Your objective
Give the records again, every one, exactly.

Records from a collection

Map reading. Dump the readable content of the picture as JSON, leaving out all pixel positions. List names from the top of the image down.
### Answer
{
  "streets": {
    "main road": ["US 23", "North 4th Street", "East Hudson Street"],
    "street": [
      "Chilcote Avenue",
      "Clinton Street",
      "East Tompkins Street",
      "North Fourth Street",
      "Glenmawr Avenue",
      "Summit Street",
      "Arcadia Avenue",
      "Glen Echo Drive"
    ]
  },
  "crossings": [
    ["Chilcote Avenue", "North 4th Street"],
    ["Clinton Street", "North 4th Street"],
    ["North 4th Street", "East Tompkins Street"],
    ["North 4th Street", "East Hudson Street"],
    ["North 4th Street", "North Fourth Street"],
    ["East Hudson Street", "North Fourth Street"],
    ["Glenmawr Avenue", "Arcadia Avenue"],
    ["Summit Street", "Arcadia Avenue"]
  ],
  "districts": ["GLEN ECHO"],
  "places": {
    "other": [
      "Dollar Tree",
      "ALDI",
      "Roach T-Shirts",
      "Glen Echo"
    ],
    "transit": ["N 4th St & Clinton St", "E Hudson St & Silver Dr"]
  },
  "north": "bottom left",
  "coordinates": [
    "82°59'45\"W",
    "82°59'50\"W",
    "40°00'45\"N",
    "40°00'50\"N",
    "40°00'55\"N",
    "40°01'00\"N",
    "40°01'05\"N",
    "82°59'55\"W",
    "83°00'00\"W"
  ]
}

Completed exercise
Map reading. Dump the readable content of the picture as JSON, leaving out all pixel positions. List names from the top of the image down.
### Answer
{
  "streets": {
    "main road": ["US 23", "North 4th Street", "East Hudson Street"],
    "street": [
      "Chilcote Avenue",
      "Clinton Street",
      "East Tompkins Street",
      "North Fourth Street",
      "Glenmawr Avenue",
      "Summit Street",
      "Arcadia Avenue",
      "Glen Echo Drive"
    ]
  },
  "crossings": [
    ["Chilcote Avenue", "North 4th Street"],
    ["Clinton Street", "North 4th Street"],
    ["North 4th Street", "East Tompkins Street"],
    ["North 4th Street", "East Hudson Street"],
    ["North 4th Street", "North Fourth Street"],
    ["East Hudson Street", "North Fourth Street"],
    ["Glenmawr Avenue", "Arcadia Avenue"],
    ["Summit Street", "Arcadia Avenue"]
  ],
  "districts": ["GLEN ECHO"],
  "places": {
    "other": [
      "Dollar Tree",
      "ALDI",
      "Roach T-Shirts",
      "Glen Echo"
    ],
    "transit": ["N 4th St & Clinton St", "E Hudson St & Silver Dr"]
  },
  "north": "bottom left",
  "coordinates": [
    "82°59'45\"W",
    "82°59'50\"W",
    "40°00'45\"N",
    "40°00'50\"N",
    "40°00'55\"N",
    "40°01'00\"N",
    "40°01'05\"N",
    "82°59'55\"W",
    "83°00'00\"W"
  ]
}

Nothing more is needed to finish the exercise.